The Homer IG went to press today. Once we get it back from the printer, it will undergo a final scan and then be available. Hooray! This means that I now have time to make some minor fixes to the Homer workbook, and then start in on digesting Diogenes. I *really* want a new computer. One that opens files in less than 2 minutes, and can switch back and forth between e-mail and editor faster than I can knit a round on my socks.

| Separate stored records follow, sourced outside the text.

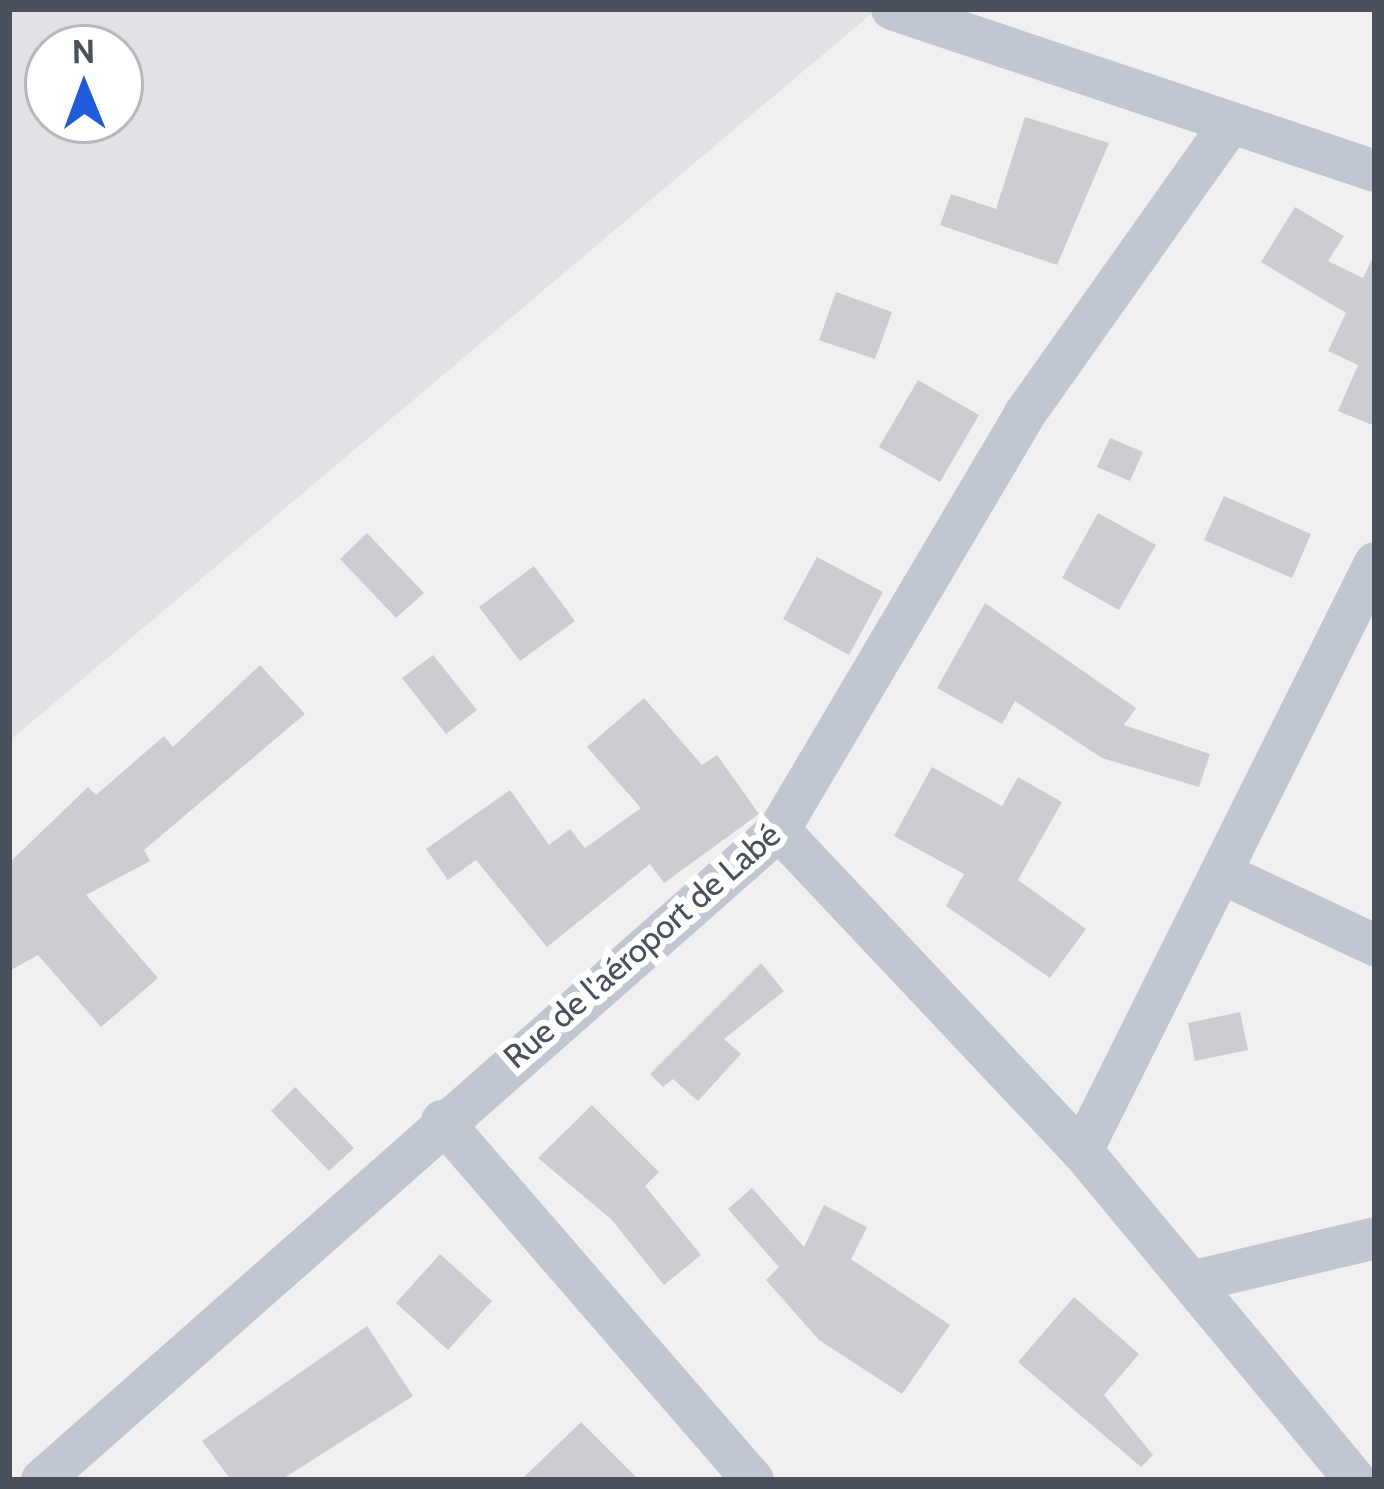 <!DOCTYPE html>
<html>
<head>
<meta charset="utf-8">
<style>
  body { margin:0 }
  #map { position:relative; width:1384px; height:1489px; overflow:hidden; background:#f1efef; font-family:Cabin,sans-serif }
  div>[style] { position:absolute }
  [style*='--x'] { left:calc(var(--x)*1px); top:calc(var(--y)*1px); width:calc(var(--w)*1px); rotate:calc(var(--a)*1deg) }
  .airport>* { inset:0; background:#e1e2e6 }
  .building>* { inset:0; background:#cccdd3 }
  .street>* { height:42px; margin:-21px; padding:0 21px; transform-origin:21px; border-radius:21px; background:#c0c7d0 }
  span { translate:-50% -50%; white-space:nowrap; text-align:center; line-height:1.15; -webkit-text-stroke:12px #fff; paint-order:stroke }
  .street-label { font-size:33px; color:#47505b }
  .frame { position:absolute; inset:0; border:12px solid #47505b; pointer-events:none }
  .north { position:absolute; left:24px; top:24px; width:120px; height:120px; box-sizing:border-box; background:#fff; border:3px solid #b5b9bd; border-radius:50%; rotate:359deg; font-size:33px; font-weight:700; line-height:48px; text-align:center; color:#47505b }
  .north::after { content:''; display:block; margin:auto; width:42px; height:54px; background:#205bda; clip-path:polygon(50% 0,100% 100%,50% 72%,0 100%) }
</style>
</head>
<body>
<div id="map">
  <div class="airport">
    <i style="clip-path:polygon(evenodd,9px 9px,877px 9px,9px 741px,9px 9px,48px 48px,120px 48px,120px 120px,48px 120px,48px 48px)"></i>
  </div>
  <div class="building">
    <i style="clip-path:polygon(1025px 117px,1109px 143px,1057px 265px,940px 225px,951px 194px,996px 209px)"></i>
    <i style="clip-path:polygon(1295px 207px,1344px 236px,1328px 261px,1363px 278px,1375px 253px,1375px 426px,1338px 411px,1358px 365px,1328px 351px,1346px 313px,1261px 262px)"></i>
    <i style="clip-path:polygon(836px 292px,892px 312px,875px 359px,819px 340px)"></i>
    <i style="clip-path:polygon(918px 380px,979px 415px,940px 482px,879px 447px)"></i>
    <i style="clip-path:polygon(1110px 438px,1143px 452px,1130px 481px,1097px 467px)"></i>
    <i style="clip-path:polygon(1224px 496px,1311px 534px,1292px 578px,1204px 540px)"></i>
    <i style="clip-path:polygon(1098px 513px,1156px 545px,1119px 610px,1062px 578px)"></i>
    <i style="clip-path:polygon(367px 533px,424px 593px,396px 618px,340px 559px)"></i>
    <i style="clip-path:polygon(817px 557px,883px 592px,849px 655px,783px 619px)"></i>
    <i style="clip-path:polygon(534px 566px,575px 621px,520px 661px,479px 607px)"></i>
    <i style="clip-path:polygon(985px 603px,1136px 708px,1124px 725px,1210px 754px,1199px 787px,1102px 758px,1015px 701px,1002px 724px,937px 688px)"></i>
    <i style="clip-path:polygon(433px 655px,477px 710px,446px 734px,402px 678px)"></i>
    <i style="clip-path:polygon(260px 665px,305px 714px,144px 850px,150px 861px,86px 895px,158px 978px,101px 1027px,38px 955px,9px 971px,9px 863px,88px 787px,96px 795px,164px 736px,173px 747px)"></i>
    <i style="clip-path:polygon(644px 698px,702px 765px,717px 755px,759px 814px,664px 883px,650px 864px,547px 947px,476px 860px,448px 880px,426px 849px,510px 790px,549px 845px,570px 829px,585px 848px,641px 808px,587px 747px)"></i>
    <i style="clip-path:polygon(932px 767px,1002px 806px,1018px 777px,1062px 802px,1018px 880px,1086px 929px,1050px 978px,946px 906px,964px 874px,894px 836px)"></i>
    <i style="clip-path:polygon(761px 963px,784px 991px,724px 1039px,741px 1054px,698px 1101px,673px 1079px,663px 1087px,650px 1074px)"></i>
    <i style="clip-path:polygon(1240px 1012px,1248px 1050px,1195px 1061px,1188px 1023px)"></i>
    <i style="clip-path:polygon(295px 1087px,354px 1148px,329px 1171px,271px 1111px)"></i>
    <i style="clip-path:polygon(592px 1105px,659px 1172px,645px 1186px,701px 1255px,664px 1285px,611px 1219px,538px 1158px)"></i>
    <i style="clip-path:polygon(752px 1188px,804px 1247px,824px 1205px,867px 1227px,851px 1259px,950px 1325px,902px 1394px,819px 1340px,766px 1280px,779px 1267px,728px 1209px)"></i>
    <i style="clip-path:polygon(440px 1254px,492px 1301px,448px 1350px,396px 1303px)"></i>
    <i style="clip-path:polygon(1074px 1297px,1139px 1354px,1104px 1395px,1153px 1455px,1141px 1467px,1018px 1362px)"></i>
    <i style="clip-path:polygon(367px 1326px,413px 1396px,281px 1480px,231px 1480px,202px 1441px)"></i>
    <i style="clip-path:polygon(581px 1422px,639px 1480px,521px 1480px)"></i>
  </div>
  <div class="street">
    <i style="--x:892;--y:9;--w:509;--a:18.54"></i>
    <i style="--x:779;--y:830;--w:441;--a:46.7"></i>
    <i style="--x:1082;--y:1151;--w:428;--a:50.3"></i>
    <i style="--x:1221;--y:873;--w:170;--a:25.1"></i>
    <i style="--x:442;--y:1121;--w:475;--a:49.1"></i>
    <i style="--x:1082;--y:1151;--w:657;--a:-63.51"></i>
    <i style="--x:1191;--y:1282;--w:189;--a:-13.4"></i>
    <i style="--x:42;--y:1480;--w:983;--a:-41.41"></i>
    <i style="--x:779;--y:830;--w:482;--a:-59.4"></i>
    <i style="--x:1024;--y:415;--w:358;--a:-54.7"></i>
  </div>
  <div class="street-label">
    <span style="left:642px;top:946px;rotate:-41deg">Rue de l'aéroport de Labé</span>
  </div>
  <div class="frame"></div>
  <div class="north">N</div>
</div>
</body>
</html>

Knitting goes well. I had lots of time to knit on our vacation to Des Moines, where I met some ClassEd and TAH friends, and visited with my sister and her family. I worked on the shawl for the most part, but when it got too dark to see the lace on the drive home, I switched over to a sock and continued knitting. That sock is finished now, and I've got TWO more projects on the needle. One is clandestine, at the moment, and the other is a scarf cowl I'm making up for mom. Although it's not a sock, it will replace a sock as my travelling project. How complicated can 'k 44. Repeat until scarf is 42" long' get? True, there's some shaping on the ends ... but I'm beyond that part, thanks to my poky editor. The shawl is 5 pattern repititions from completion. My goal is to finish it by Sunday. I'm timing myself to find out how long it takes to knit a repitition, and my estimate is 85 minutes -- which means that a completed scarf takes about 45 hours of solid, non-stop knitting.
Next week, I should have some shawl pictures!
Ivanhoe is a fantastic book. I'm going to keep an eye out for my own copy, and would really like to know why I haven't read it before now. Are there any other books out there I should have been enjoying the past 20+ years?